1703: Nicholas Rowe's domestic drama The Fair Penitent, an adaptation of Massinger and Field's Fatal Dowry, appeared; it would later be pronounced by Dr Johnson to be one of the most pleasing tragedies in the language. Also in 1703 Sir Richard Steele's comedy The Tender Husband achieved some success.

1704: Jonathan Swift (Irish satirist) published A Tale of a Tub and The Battle of the Books and John Dennis published his Grounds of Criticism in Poetry. The Battle of the Books begins with a reference to the use of a glass (which, in those days, would mean either a mirror or a magnifying glass) as a comparison to the use of satire. Swift is, in this, very much the child of his age, thinking in terms of science and satire at one and the same time. Swift often patterned his satire after Juvenal, the classical satirist. He was one of the first English novelists and also a political campaigner. His satirical writing springs from a body of liberal thought which produced not only books but also political pamphlets for public distribution. Swift's writing represents the new, the different and the modern attempting to change the world by parodying the ancient and incumbent. The Battle of the Books is a short writing which demonstrates his position very neatly.

1706: Dildoides: A Burlesque Poem was published in London, attributed on its title page to Samuel Butler (an attribution rejected by modern scholarship) and sometimes credited to Sir Charles Sedley.

1707: Henry Fielding was born on 22 April.

1711: Alexander Pope began a career in literature with the publishing of his An Essay on Criticism.

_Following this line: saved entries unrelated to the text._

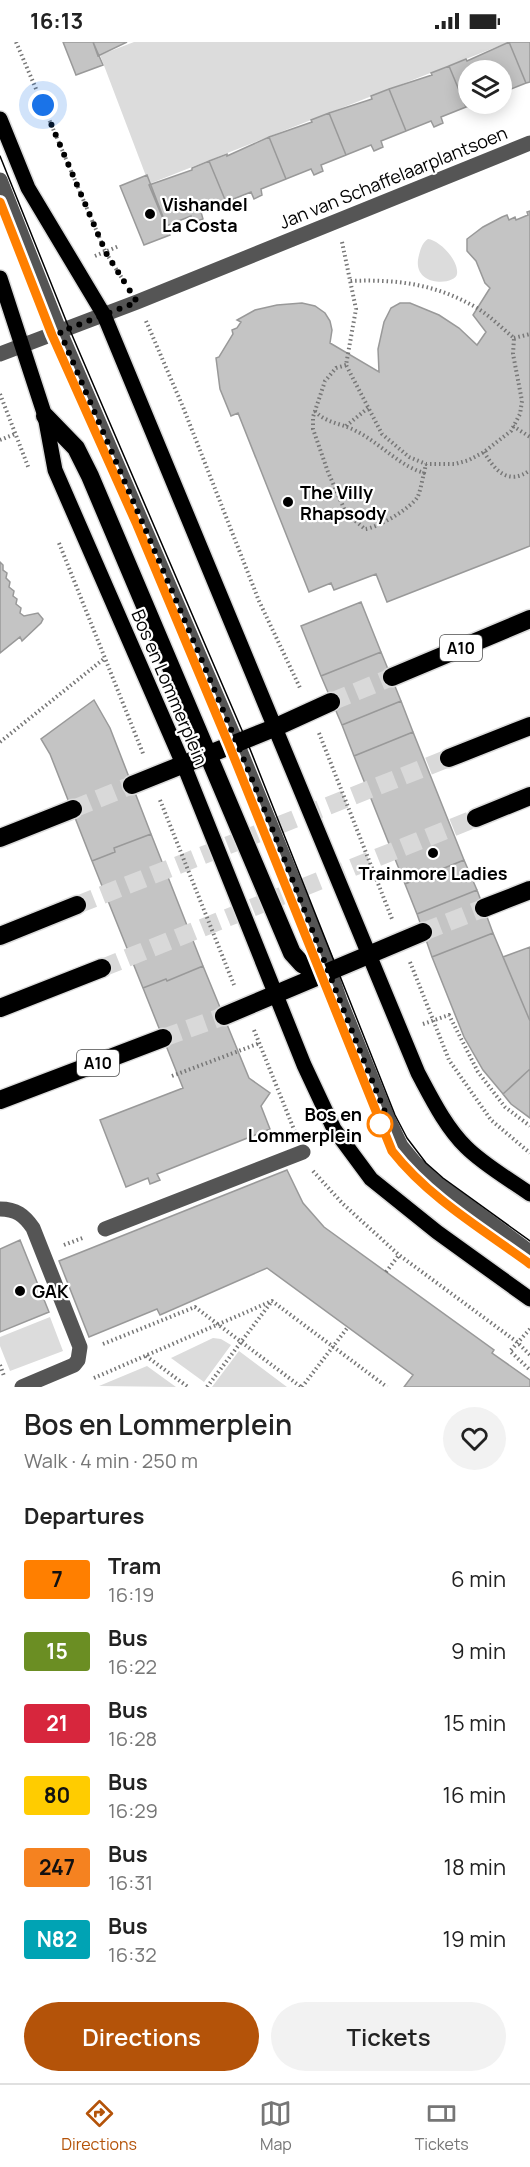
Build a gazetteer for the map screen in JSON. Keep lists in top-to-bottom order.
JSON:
{
  "streets": {
    "highway": ["A10"],
    "main road": ["Bos en Lommerplein"],
    "street": ["Jan van Schaffelaarplantsoen"]
  },
  "crossings": [
    ["Jan van Schaffelaarplantsoen", "Bos en Lommerplein"]
  ],
  "places": [
    "Vishandel La Costa",
    "The Villy Rhapsody",
    "Trainmore Ladies",
    "Bos en Lommerplein",
    "GAK"
  ],
  "lines": ["tram line 7"],
  "page": {
    "status": "16:13",
    "heading": [
      ["Bos en Lommerplein", "Walk · 4 min · 250 m"],
      "Departures"
    ],
    "list": [
      {
        "mark": "7",
        "name": "Tram",
        "note": "16:19",
        "value": "6 min"
      },
      {
        "mark": "15",
        "name": "Bus",
        "note": "16:22",
        "value": "9 min"
      },
      {
        "mark": "21",
        "name": "Bus",
        "note": "16:28",
        "value": "15 min"
      },
      {
        "mark": "80",
        "name": "Bus",
        "note": "16:29",
        "value": "16 min"
      },
      {
        "mark": "247",
        "name": "Bus",
        "note": "16:31",
        "value": "18 min"
      },
      {
        "mark": "N82",
        "name": "Bus",
        "note": "16:32",
        "value": "19 min"
      }
    ],
    "buttons": ["Directions", "Tickets"],
    "tabs": ["Directions", "Map", "Tickets"]
  }
}
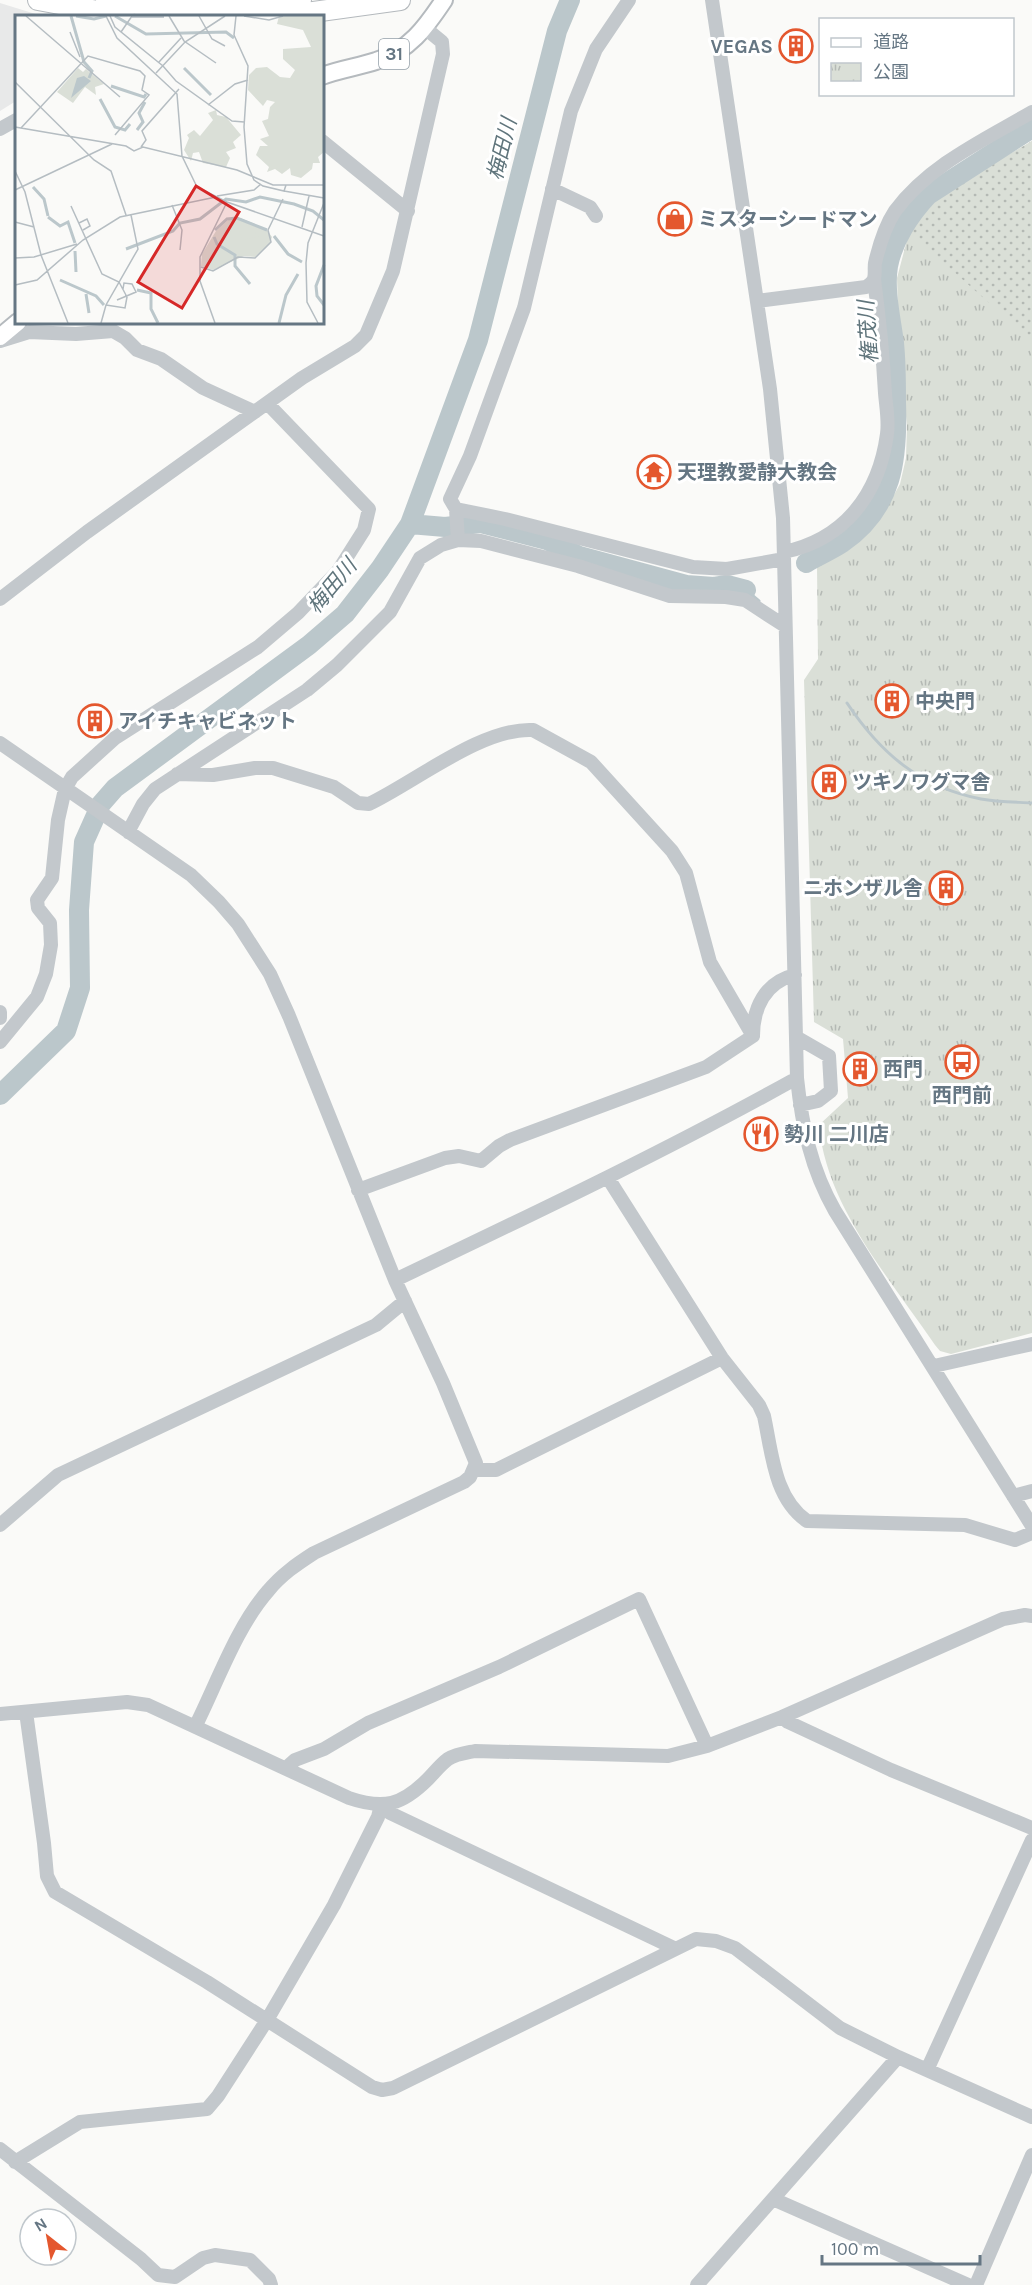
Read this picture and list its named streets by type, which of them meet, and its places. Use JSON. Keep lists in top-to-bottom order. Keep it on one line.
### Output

1712: French philosophical writer Jean Jacques Rousseau was born on 28 June and his countryman Denis Diderot was born the following year 1713 on 5 October. Also in 1712 Pope published The Rape of the Lock and in 1713 Windsor Forest.

1709: Samuel Johnson was born on 18 September in Lichfield, Staffordshire.

===1710–1719===
1717: Horace Walpole was born on 24 September.

Daniel Defoe was another political pamphleteer turned novelist like Jonathan Swift and was publishing in the early 18th century. In 1719, he published Robinson Crusoe.

1719: Eliza Haywood published Love in Excess, an unusually sympathetic portrayal of a fallen woman.

Also in 1719: Alexander Smith was a biographer who published A Complete History of the Lives and Robberies of the Most Notorious Highwaymen. The book includes heavily fictionalised accounts of English criminals from the medieval period to the eighteenth century.

===1720–1729===
1720: Daniel Defoe's Captain Singleton was published.

1722: Daniel Defoe's Moll Flanders and A Journal of the Plague Year were published.

1726: Jonathan Swift published Gulliver's Travels, one of the first novels in the genre of satire.

1728: John Gay wrote The Beggar's Opera which has increased in fame ever since. The Beggar's Opera began a new style in Opera, the "ballad opera" which brings the operatic form down to a more popular level and precedes the genre of comic operettas. Also in 1728 came the publication of Cyclopaedia, or, A Universal Dictionary of Arts and Sciences (folio, 2 vols.), an encyclopedia by Ephraim Chambers. The Cyclopaedia was one of the first general encyclopedias to be produced in English and was the main model for Diderot's Encyclopédie (published in France between 1751 and 1766).

1729: Jonathan Swift published A Modest Proposal, a satirical suggestion that Irish families should sell their children as food. Swift was, at this time, fully involved in political campaigning for the Irish.

===1730–1739===
1731: George Lillo's play The London Merchant was a success at the Theatre-Royal in Drury Lane. It was a new kind of play, a domestic tragedy, which approximates to what later came to be called a melodrama.

1738: Samuel Johnson published London, a poem in imitation of Juvenal’s Third Satire. Like so many poets of the 18th century, Johnson sought to breathe new life into his favorite classical author Juvenal.

===1740–1749===
1740: Samuel Richardson's Pamela, or Virtue Rewarded was published and the Marquis de Sade was born.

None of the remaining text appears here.